Recorded information:
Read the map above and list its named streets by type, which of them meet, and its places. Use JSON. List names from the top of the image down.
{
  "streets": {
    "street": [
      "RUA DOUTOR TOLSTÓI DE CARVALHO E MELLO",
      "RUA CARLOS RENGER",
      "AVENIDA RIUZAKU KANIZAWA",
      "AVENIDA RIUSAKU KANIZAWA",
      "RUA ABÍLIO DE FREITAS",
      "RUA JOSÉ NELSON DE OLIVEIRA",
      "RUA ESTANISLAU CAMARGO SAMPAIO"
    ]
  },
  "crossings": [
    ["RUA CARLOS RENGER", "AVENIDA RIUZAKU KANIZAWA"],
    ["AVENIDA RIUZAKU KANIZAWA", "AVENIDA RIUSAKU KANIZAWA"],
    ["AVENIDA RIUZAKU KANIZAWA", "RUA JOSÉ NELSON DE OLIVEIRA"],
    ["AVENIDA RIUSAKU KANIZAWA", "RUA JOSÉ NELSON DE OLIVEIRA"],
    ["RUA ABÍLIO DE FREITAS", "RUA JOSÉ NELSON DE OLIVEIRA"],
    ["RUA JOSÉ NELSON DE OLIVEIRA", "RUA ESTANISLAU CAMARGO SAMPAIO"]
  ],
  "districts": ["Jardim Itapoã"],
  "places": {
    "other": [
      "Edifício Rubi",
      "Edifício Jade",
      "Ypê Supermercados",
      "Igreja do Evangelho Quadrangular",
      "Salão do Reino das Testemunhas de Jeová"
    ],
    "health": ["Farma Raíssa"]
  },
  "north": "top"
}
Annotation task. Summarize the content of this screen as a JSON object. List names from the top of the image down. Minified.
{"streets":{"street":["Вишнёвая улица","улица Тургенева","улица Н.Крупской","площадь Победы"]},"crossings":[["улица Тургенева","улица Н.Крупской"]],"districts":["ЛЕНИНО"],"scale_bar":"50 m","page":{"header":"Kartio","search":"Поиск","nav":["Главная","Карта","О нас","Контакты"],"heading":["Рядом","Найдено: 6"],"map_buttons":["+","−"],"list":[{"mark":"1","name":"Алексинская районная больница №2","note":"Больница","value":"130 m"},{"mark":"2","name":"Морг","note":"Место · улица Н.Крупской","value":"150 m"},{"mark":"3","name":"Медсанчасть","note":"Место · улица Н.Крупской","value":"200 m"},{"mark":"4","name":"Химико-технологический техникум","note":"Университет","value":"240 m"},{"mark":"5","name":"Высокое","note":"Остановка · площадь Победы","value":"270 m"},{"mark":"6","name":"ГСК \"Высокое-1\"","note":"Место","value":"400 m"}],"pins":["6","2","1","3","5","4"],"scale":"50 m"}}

The task: Within the data above, filter for lines containing the word "FREITAS" and copy each one.

Answer below:
      "RUA ABÍLIO DE FREITAS",
    ["RUA ABÍLIO DE FREITAS", "RUA JOSÉ NELSON DE OLIVEIRA"],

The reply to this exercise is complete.